» **EXERCISE INSTRUCTIONS**
Below are the entries to work from; restate word for word the portion that opens with the line containing "0 #68594a) drop-shadow(-2px" and closes with the line containing "283px,1887px 283px,1887px 314px,1859px", keeping both.

== EXERCISE MATERIALS

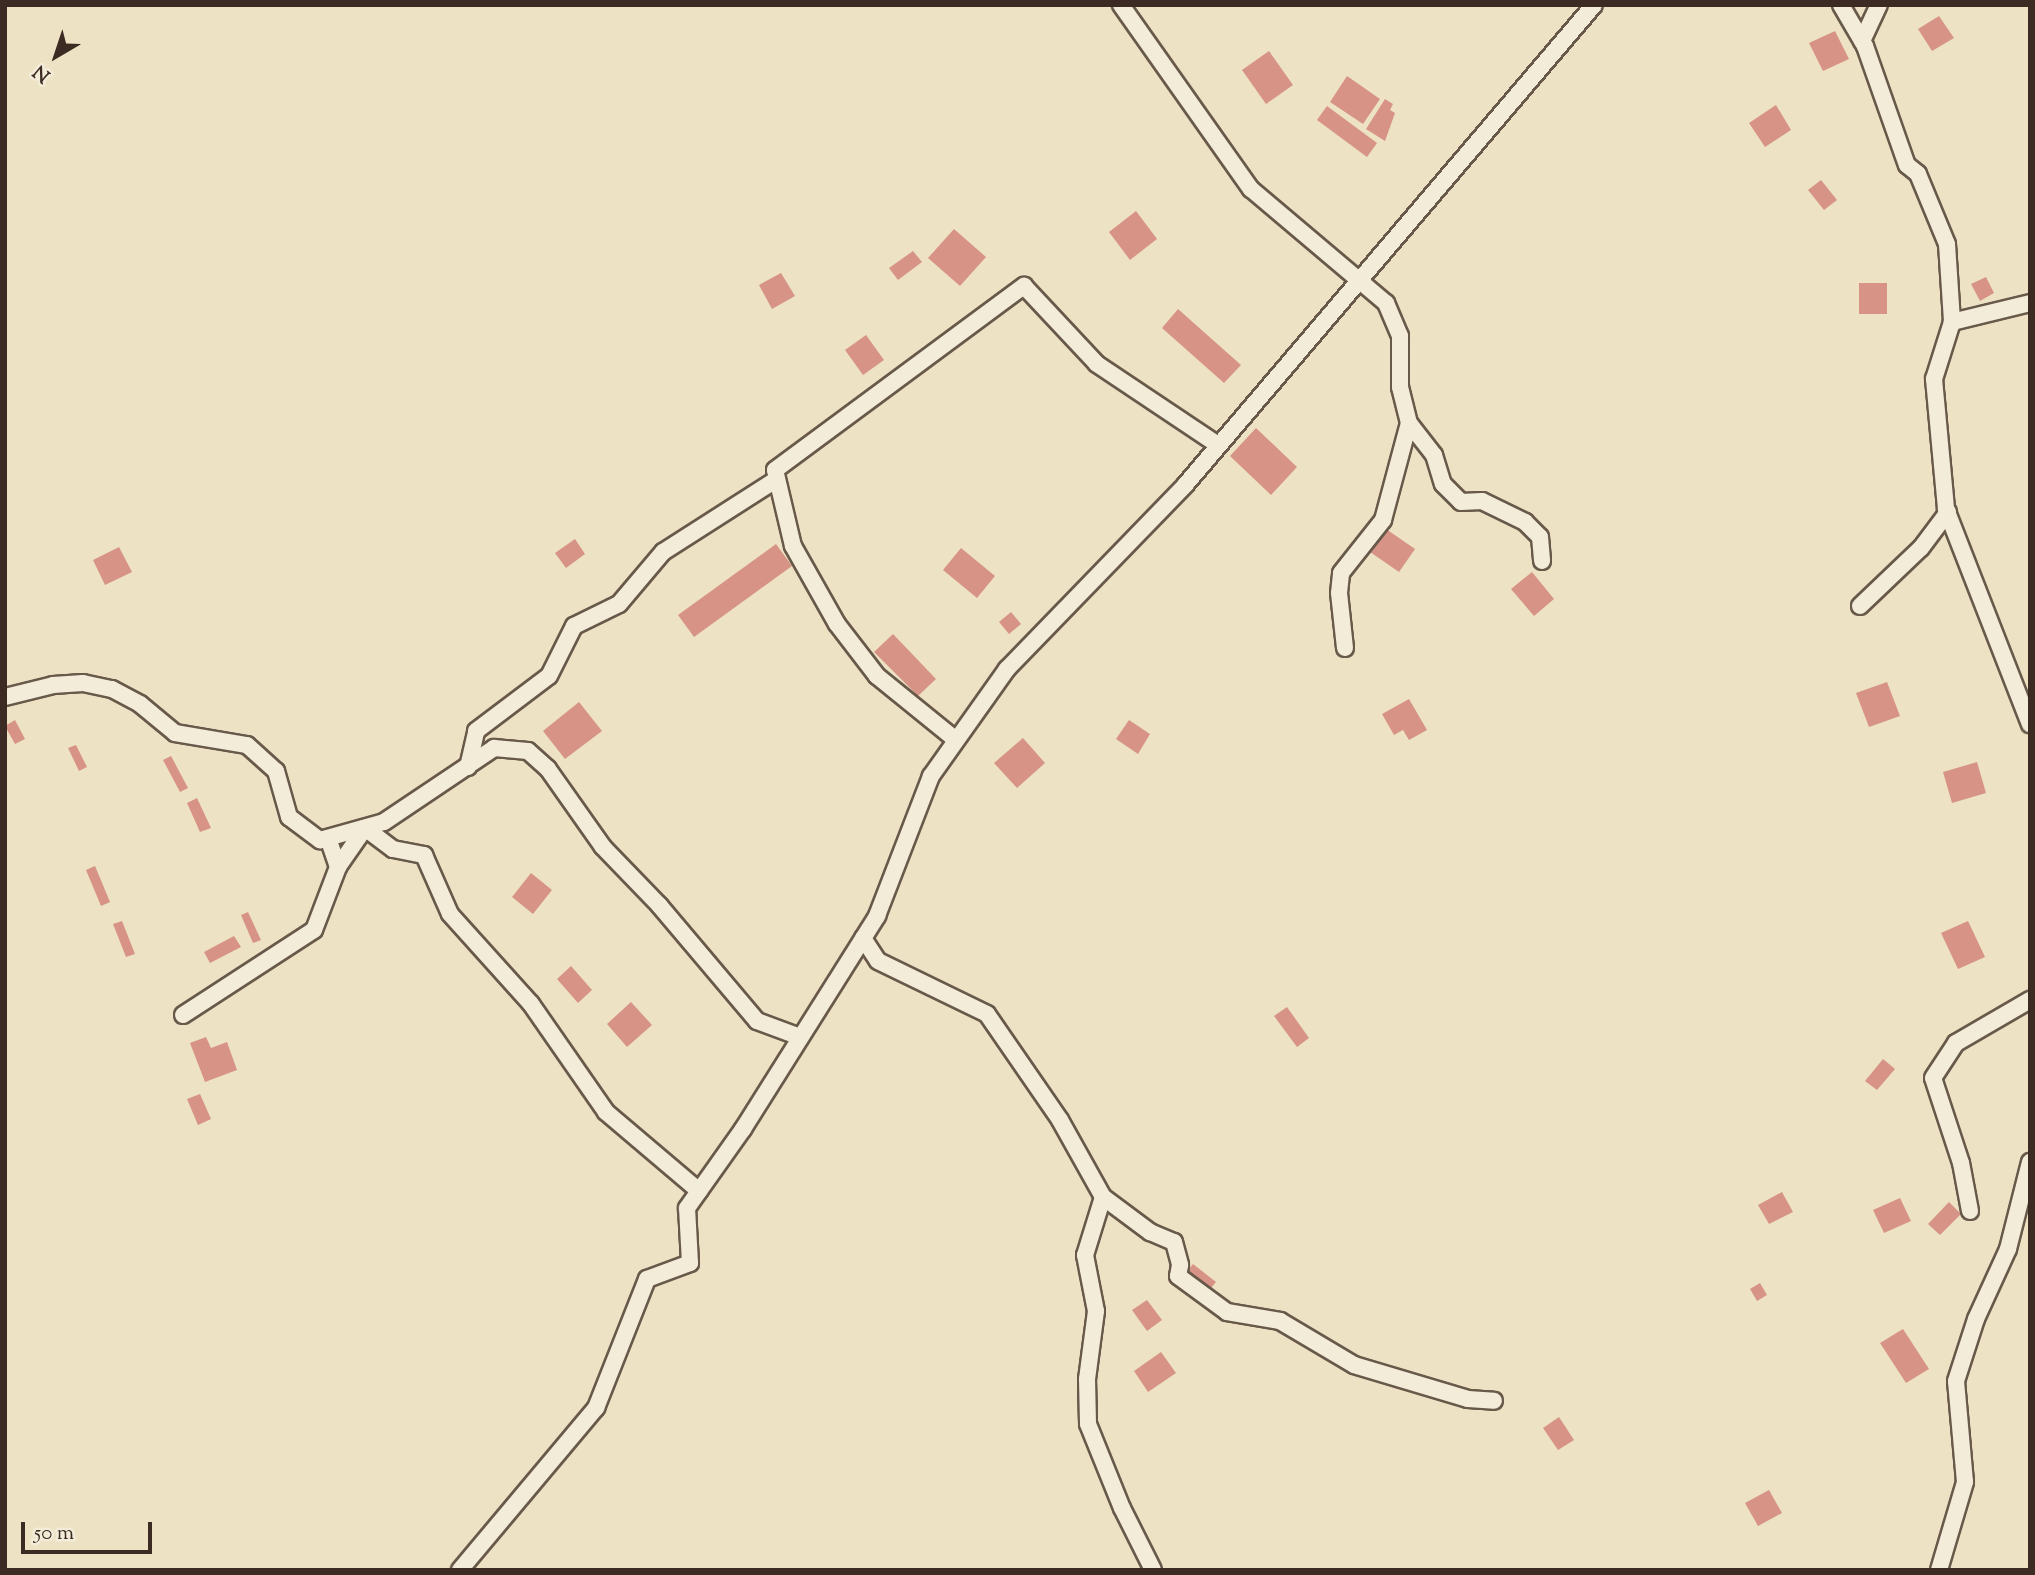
<!DOCTYPE html>
<style>
body{margin:0}
#map{position:relative;width:2035px;height:1575px;overflow:hidden;background:#ede2c4;font-family:"Sorts Mill Goudy",serif}
div>[style]{position:absolute}
[style*='--x']{left:calc(var(--x)*1px);top:calc(var(--y)*1px);width:calc(var(--w)*1px);rotate:calc(var(--a)*1deg)}
.building>*{inset:0;background:#d79386}
.roads{filter:drop-shadow(2px 0 #68594a) drop-shadow(-2px 0 #68594a) drop-shadow(0 2px #68594a) drop-shadow(0 -2px #68594a)}
.minor>*{height:16px;margin:-8px;padding:0 8px;transform-origin:8px;border-radius:8px;background:#f3ecd9}
span{translate:-50% -50%;white-space:nowrap;text-align:center;line-height:1.15;-webkit-text-stroke:5px #f3ecd9;paint-order:stroke}
.frame{position:absolute;inset:0;border:7px solid #3c2b22;pointer-events:none}
.north{position:absolute;left:21px;top:21px;width:70px;height:70px;-webkit-text-stroke:5px #f3ecd9;paint-order:stroke;rotate:219deg;font-size:19px;font-weight:700;line-height:28px;text-align:center;color:#3c2b22}
.north::after{content:'';display:block;margin:auto;width:24px;height:32px;background:#3c2b22;clip-path:polygon(50% 0,100% 100%,50% 72%,0 100%)}
.scale{position:absolute;left:21px;top:1522px;width:131px;height:32px;box-sizing:border-box;border:4px solid #3c2b22;border-top:0;padding-left:9px;font-size:21px;line-height:24px;white-space:nowrap;color:#3c2b22;-webkit-text-stroke:5px #f3ecd9;paint-order:stroke}
</style>
<div id="map">
<div class="building">
<i style="clip-path:polygon(1939px 16px,1954px 38px,1932px 51px,1918px 29px)"></i>
<i style="clip-path:polygon(1835px 31px,1849px 59px,1823px 71px,1809px 43px)"></i>
<i style="clip-path:polygon(1269px 51px,1293px 85px,1266px 104px,1242px 70px)"></i>
<i style="clip-path:polygon(1347px 76px,1380px 99px,1363px 124px,1330px 102px)"></i>
<i style="clip-path:polygon(1385px 99px,1393px 104px,1390px 110px,1395px 113px,1385px 141px,1366px 129px)"></i>
<i style="clip-path:polygon(1776px 105px,1791px 130px,1765px 147px,1749px 123px)"></i>
<i style="clip-path:polygon(1327px 106px,1377px 143px,1367px 157px,1317px 120px)"></i>
<i style="clip-path:polygon(1821px 180px,1837px 200px,1824px 210px,1808px 190px)"></i>
<i style="clip-path:polygon(1136px 211px,1157px 239px,1130px 260px,1109px 232px)"></i>
<i style="clip-path:polygon(954px 229px,986px 257px,960px 286px,928px 258px)"></i>
<i style="clip-path:polygon(913px 251px,922px 262px,898px 280px,889px 268px)"></i>
<i style="clip-path:polygon(781px 273px,795px 296px,772px 309px,759px 285px)"></i>
<i style="clip-path:polygon(1986px 277px,1994px 293px,1980px 301px,1971px 284px)"></i>
<i style="clip-path:polygon(1859px 283px,1887px 283px,1887px 314px,1859px 314px)"></i>
<i style="clip-path:polygon(1178px 309px,1241px 365px,1224px 383px,1162px 328px)"></i>
<i style="clip-path:polygon(866px 335px,884px 360px,863px 375px,845px 350px)"></i>
<i style="clip-path:polygon(1256px 428px,1297px 467px,1271px 495px,1230px 456px)"></i>
<i style="clip-path:polygon(1386px 529px,1415px 549px,1399px 572px,1370px 552px)"></i>
<i style="clip-path:polygon(575px 539px,585px 554px,566px 568px,555px 553px)"></i>
<i style="clip-path:polygon(776px 544px,792px 566px,694px 637px,678px 615px)"></i>
<i style="clip-path:polygon(119px 547px,132px 572px,105px 585px,93px 560px)"></i>
<i style="clip-path:polygon(961px 548px,995px 576px,977px 598px,943px 570px)"></i>
<i style="clip-path:polygon(1532px 572px,1554px 599px,1534px 616px,1511px 589px)"></i>
<i style="clip-path:polygon(1011px 612px,1021px 624px,1009px 634px,999px 622px)"></i>
<i style="clip-path:polygon(893px 634px,936px 679px,918px 696px,874px 652px)"></i>
<i style="clip-path:polygon(1887px 682px,1900px 716px,1869px 727px,1856px 693px)"></i>
<i style="clip-path:polygon(1409px 699px,1427px 730px,1409px 740px,1403px 730px,1394px 735px,1382px 714px)"></i>
<i style="clip-path:polygon(579px 702px,602px 731px,565px 759px,543px 731px)"></i>
<i style="clip-path:polygon(15px 720px,25px 739px,15px 744px,5px 726px)"></i>
<i style="clip-path:polygon(1129px 720px,1150px 734px,1138px 754px,1116px 739px)"></i>
<i style="clip-path:polygon(1023px 738px,1045px 763px,1017px 788px,994px 763px)"></i>
<i style="clip-path:polygon(76px 745px,87px 767px,79px 771px,68px 748px)"></i>
<i style="clip-path:polygon(171px 756px,188px 788px,180px 792px,163px 760px)"></i>
<i style="clip-path:polygon(1977px 762px,1986px 793px,1952px 803px,1943px 772px)"></i>
<i style="clip-path:polygon(197px 798px,211px 828px,200px 832px,187px 803px)"></i>
<i style="clip-path:polygon(95px 866px,110px 902px,101px 906px,86px 870px)"></i>
<i style="clip-path:polygon(531px 873px,552px 890px,533px 914px,512px 897px)"></i>
<i style="clip-path:polygon(248px 912px,261px 940px,253px 943px,241px 915px)"></i>
<i style="clip-path:polygon(122px 921px,135px 954px,126px 957px,113px 924px)"></i>
<i style="clip-path:polygon(1968px 921px,1985px 957px,1958px 969px,1941px 933px)"></i>
<i style="clip-path:polygon(234px 936px,241px 947px,210px 963px,204px 952px)"></i>
<i style="clip-path:polygon(571px 966px,592px 990px,578px 1003px,557px 979px)"></i>
<i style="clip-path:polygon(631px 1002px,652px 1025px,627px 1047px,607px 1024px)"></i>
<i style="clip-path:polygon(1287px 1007px,1309px 1038px,1297px 1047px,1274px 1016px)"></i>
<i style="clip-path:polygon(206px 1037px,211px 1048px,227px 1042px,237px 1070px,205px 1082px,190px 1043px)"></i>
<i style="clip-path:polygon(1883px 1059px,1895px 1069px,1877px 1090px,1865px 1081px)"></i>
<i style="clip-path:polygon(200px 1094px,211px 1119px,198px 1125px,187px 1099px)"></i>
<i style="clip-path:polygon(1782px 1192px,1793px 1212px,1769px 1224px,1758px 1205px)"></i>
<i style="clip-path:polygon(1900px 1198px,1911px 1221px,1884px 1233px,1873px 1210px)"></i>
<i style="clip-path:polygon(1949px 1202px,1961px 1214px,1940px 1235px,1928px 1224px)"></i>
<i style="clip-path:polygon(1193px 1264px,1216px 1282px,1206px 1294px,1184px 1276px)"></i>
<i style="clip-path:polygon(1760px 1283px,1767px 1295px,1757px 1301px,1750px 1289px)"></i>
<i style="clip-path:polygon(1147px 1300px,1162px 1320px,1147px 1331px,1132px 1310px)"></i>
<i style="clip-path:polygon(1903px 1329px,1929px 1369px,1906px 1383px,1880px 1343px)"></i>
<i style="clip-path:polygon(1161px 1352px,1176px 1373px,1148px 1392px,1134px 1371px)"></i>
<i style="clip-path:polygon(1559px 1417px,1574px 1440px,1558px 1450px,1543px 1428px)"></i>
<i style="clip-path:polygon(1769px 1490px,1782px 1513px,1758px 1526px,1745px 1503px)"></i>
</div>
<div class="roads">
<div class="minor">
<i style="--x:1121;--y:5;--w:225;--a:54.8"></i>
<i style="--x:1251;--y:189;--w:177;--a:40.2"></i>
<i style="--x:1386;--y:303;--w:36;--a:67"></i>
<i style="--x:1400;--y:336;--w:51;--a:90"></i>
<i style="--x:1400;--y:387;--w:37;--a:76"></i>
<i style="--x:1409;--y:423;--w:41;--a:52"></i>
<i style="--x:1434;--y:455;--w:30;--a:73"></i>
<i style="--x:1443;--y:484;--w:25;--a:45"></i>
<i style="--x:1461;--y:502;--w:21;--a:-3"></i>
<i style="--x:1482;--y:501;--w:48;--a:26"></i>
<i style="--x:1525;--y:522;--w:21;--a:45"></i>
<i style="--x:1540;--y:537;--w:24;--a:85"></i>
<i style="--x:1841;--y:5;--w:48;--a:59.7"></i>
<i style="--x:1865;--y:46;--w:126;--a:70.6"></i>
<i style="--x:1907;--y:165;--w:14;--a:39"></i>
<i style="--x:1918;--y:174;--w:76;--a:67.5"></i>
<i style="--x:1947;--y:244;--w:78;--a:86.3"></i>
<i style="--x:1952;--y:322;--w:60;--a:107.5"></i>
<i style="--x:1934;--y:379;--w:131;--a:84.7"></i>
<i style="--x:1946;--y:509;--w:231;--a:68.7"></i>
<i style="--x:1862;--y:41;--w:40;--a:-65"></i>
<i style="--x:1952;--y:322;--w:80;--a:-13.7"></i>
<i style="--x:1860;--y:606;--w:84;--a:-43.6"></i>
<i style="--x:1921;--y:548;--w:45;--a:-53.1"></i>
<i style="--x:1345;--y:648;--w:55;--a:-96.2"></i>
<i style="--x:1339;--y:593;--w:20;--a:-84"></i>
<i style="--x:1341;--y:573;--w:68;--a:-51.6"></i>
<i style="--x:1383;--y:520;--w:100;--a:-75"></i>
<i style="--x:5;--y:697;--w:49;--a:-14"></i>
<i style="--x:53;--y:685;--w:30;--a:-4"></i>
<i style="--x:83;--y:683;--w:30;--a:12"></i>
<i style="--x:112;--y:689;--w:32;--a:28"></i>
<i style="--x:140;--y:704;--w:45;--a:39.6"></i>
<i style="--x:175;--y:733;--w:73;--a:9.5"></i>
<i style="--x:247;--y:745;--w:39;--a:42"></i>
<i style="--x:276;--y:771;--w:48;--a:74.2"></i>
<i style="--x:289;--y:817;--w:39;--a:37"></i>
<i style="--x:320;--y:840;--w:66;--a:-15.7"></i>
<i style="--x:384;--y:822;--w:133;--a:-33.9"></i>
<i style="--x:494;--y:748;--w:34;--a:5"></i>
<i style="--x:528;--y:751;--w:27;--a:42"></i>
<i style="--x:548;--y:769;--w:95;--a:54.8"></i>
<i style="--x:603;--y:847;--w:81;--a:46"></i>
<i style="--x:659;--y:905;--w:152;--a:49.8"></i>
<i style="--x:757;--y:1021;--w:46;--a:20.4"></i>
<i style="--x:956;--y:740;--w:102;--a:-141"></i>
<i style="--x:877;--y:676;--w:66;--a:-127.6"></i>
<i style="--x:837;--y:624;--w:90;--a:-119.4"></i>
<i style="--x:793;--y:546;--w:78;--a:-103.3"></i>
<i style="--x:775;--y:470;--w:310;--a:-36.5"></i>
<i style="--x:1024;--y:286;--w:107;--a:46.9"></i>
<i style="--x:1097;--y:364;--w:146;--a:33.8"></i>
<i style="--x:468;--y:767;--w:37;--a:-77"></i>
<i style="--x:476;--y:731;--w:91;--a:-37"></i>
<i style="--x:549;--y:676;--w:56;--a:-63.4"></i>
<i style="--x:574;--y:626;--w:50;--a:-26.1"></i>
<i style="--x:619;--y:604;--w:68;--a:-49.8"></i>
<i style="--x:663;--y:552;--w:135;--a:-32.6"></i>
<i style="--x:328;--y:838;--w:31;--a:71"></i>
<i style="--x:338;--y:867;--w:47;--a:-55.3"></i>
<i style="--x:365;--y:828;--w:35;--a:37"></i>
<i style="--x:393;--y:849;--w:32;--a:11"></i>
<i style="--x:424;--y:855;--w:64;--a:66.2"></i>
<i style="--x:450;--y:914;--w:121;--a:48"></i>
<i style="--x:531;--y:1004;--w:131;--a:55.2"></i>
<i style="--x:606;--y:1112;--w:122;--a:40.3"></i>
<i style="--x:863;--y:938;--w:27;--a:57"></i>
<i style="--x:878;--y:961;--w:121;--a:25.9"></i>
<i style="--x:987;--y:1014;--w:129;--a:55.4"></i>
<i style="--x:1060;--y:1120;--w:88;--a:60.8"></i>
<i style="--x:1103;--y:1197;--w:61;--a:107.2"></i>
<i style="--x:1085;--y:1255;--w:57;--a:78.9"></i>
<i style="--x:1096;--y:1311;--w:69;--a:97.5"></i>
<i style="--x:1087;--y:1379;--w:45;--a:88.7"></i>
<i style="--x:1088;--y:1424;--w:91;--a:68"></i>
<i style="--x:1122;--y:1508;--w:69;--a:63.4"></i>
<i style="--x:183;--y:1015;--w:156;--a:-33"></i>
<i style="--x:314;--y:930;--w:67;--a:-69.1"></i>
<i style="--x:1103;--y:1197;--w:59;--a:36.7"></i>
<i style="--x:1150;--y:1232;--w:26;--a:23"></i>
<i style="--x:1174;--y:1242;--w:24;--a:75"></i>
<i style="--x:1180;--y:1265;--w:11;--a:100"></i>
<i style="--x:1178;--y:1276;--w:61;--a:36.3"></i>
<i style="--x:1227;--y:1312;--w:54;--a:9.6"></i>
<i style="--x:1280;--y:1321;--w:86;--a:30.7"></i>
<i style="--x:1354;--y:1365;--w:119;--a:16.6"></i>
<i style="--x:1468;--y:1399;--w:26;--a:4"></i>
<i style="--x:1970;--y:1211;--w:49;--a:-100.6"></i>
<i style="--x:1961;--y:1163;--w:89;--a:-108.2"></i>
<i style="--x:1933;--y:1078;--w:42;--a:-56.7"></i>
<i style="--x:1956;--y:1043;--w:86;--a:-30.2"></i>
<i style="--x:460;--y:1570;--w:212;--a:-50"></i>
<i style="--x:596;--y:1408;--w:139;--a:-68.4"></i>
<i style="--x:647;--y:1279;--w:46;--a:-20.4"></i>
<i style="--x:690;--y:1263;--w:55;--a:-93.1"></i>
<i style="--x:687;--y:1208;--w:97;--a:-54.7"></i>
<i style="--x:743;--y:1129;--w:252;--a:-57.8"></i>
<i style="--x:877;--y:916;--w:150;--a:-68.9"></i>
<i style="--x:931;--y:776;--w:131;--a:-54.6"></i>
<i style="--x:1007;--y:669;--w:257;--a:-45.9"></i>
<i style="--x:1186;--y:484;--w:629;--a:-49.58"></i>
<i style="--x:1939;--y:1570;--w:92;--a:-73.5"></i>
<i style="--x:1965;--y:1482;--w:101;--a:-95.1"></i>
<i style="--x:1956;--y:1381;--w:65;--a:-72.1"></i>
<i style="--x:1976;--y:1319;--w:77;--a:-65.4"></i>
<i style="--x:2008;--y:1249;--w:90;--a:-75.8"></i>
</div>
</div>
<div class="frame"></div>
<div class="north">N</div>
<div class="scale">50 m</div>
</div>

====

» **ANSWER BELOW**
.roads{filter:drop-shadow(2px 0 #68594a) drop-shadow(-2px 0 #68594a) drop-shadow(0 2px #68594a) drop-shadow(0 -2px #68594a)}
.minor>*{height:16px;margin:-8px;padding:0 8px;transform-origin:8px;border-radius:8px;background:#f3ecd9}
span{translate:-50% -50%;white-space:nowrap;text-align:center;line-height:1.15;-webkit-text-stroke:5px #f3ecd9;paint-order:stroke}
.frame{position:absolute;inset:0;border:7px solid #3c2b22;pointer-events:none}
.north{position:absolute;left:21px;top:21px;width:70px;height:70px;-webkit-text-stroke:5px #f3ecd9;paint-order:stroke;rotate:219deg;font-size:19px;font-weight:700;line-height:28px;text-align:center;color:#3c2b22}
.north::after{content:'';display:block;margin:auto;width:24px;height:32px;background:#3c2b22;clip-path:polygon(50% 0,100% 100%,50% 72%,0 100%)}
.scale{position:absolute;left:21px;top:1522px;width:131px;height:32px;box-sizing:border-box;border:4px solid #3c2b22;border-top:0;padding-left:9px;font-size:21px;line-height:24px;white-space:nowrap;color:#3c2b22;-webkit-text-stroke:5px #f3ecd9;paint-order:stroke}
</style>
<div id="map">
<div class="building">
<i style="clip-path:polygon(1939px 16px,1954px 38px,1932px 51px,1918px 29px)"></i>
<i style="clip-path:polygon(1835px 31px,1849px 59px,1823px 71px,1809px 43px)"></i>
<i style="clip-path:polygon(1269px 51px,1293px 85px,1266px 104px,1242px 70px)"></i>
<i style="clip-path:polygon(1347px 76px,1380px 99px,1363px 124px,1330px 102px)"></i>
<i style="clip-path:polygon(1385px 99px,1393px 104px,1390px 110px,1395px 113px,1385px 141px,1366px 129px)"></i>
<i style="clip-path:polygon(1776px 105px,1791px 130px,1765px 147px,1749px 123px)"></i>
<i style="clip-path:polygon(1327px 106px,1377px 143px,1367px 157px,1317px 120px)"></i>
<i style="clip-path:polygon(1821px 180px,1837px 200px,1824px 210px,1808px 190px)"></i>
<i style="clip-path:polygon(1136px 211px,1157px 239px,1130px 260px,1109px 232px)"></i>
<i style="clip-path:polygon(954px 229px,986px 257px,960px 286px,928px 258px)"></i>
<i style="clip-path:polygon(913px 251px,922px 262px,898px 280px,889px 268px)"></i>
<i style="clip-path:polygon(781px 273px,795px 296px,772px 309px,759px 285px)"></i>
<i style="clip-path:polygon(1986px 277px,1994px 293px,1980px 301px,1971px 284px)"></i>
<i style="clip-path:polygon(1859px 283px,1887px 283px,1887px 314px,1859px 314px)"></i>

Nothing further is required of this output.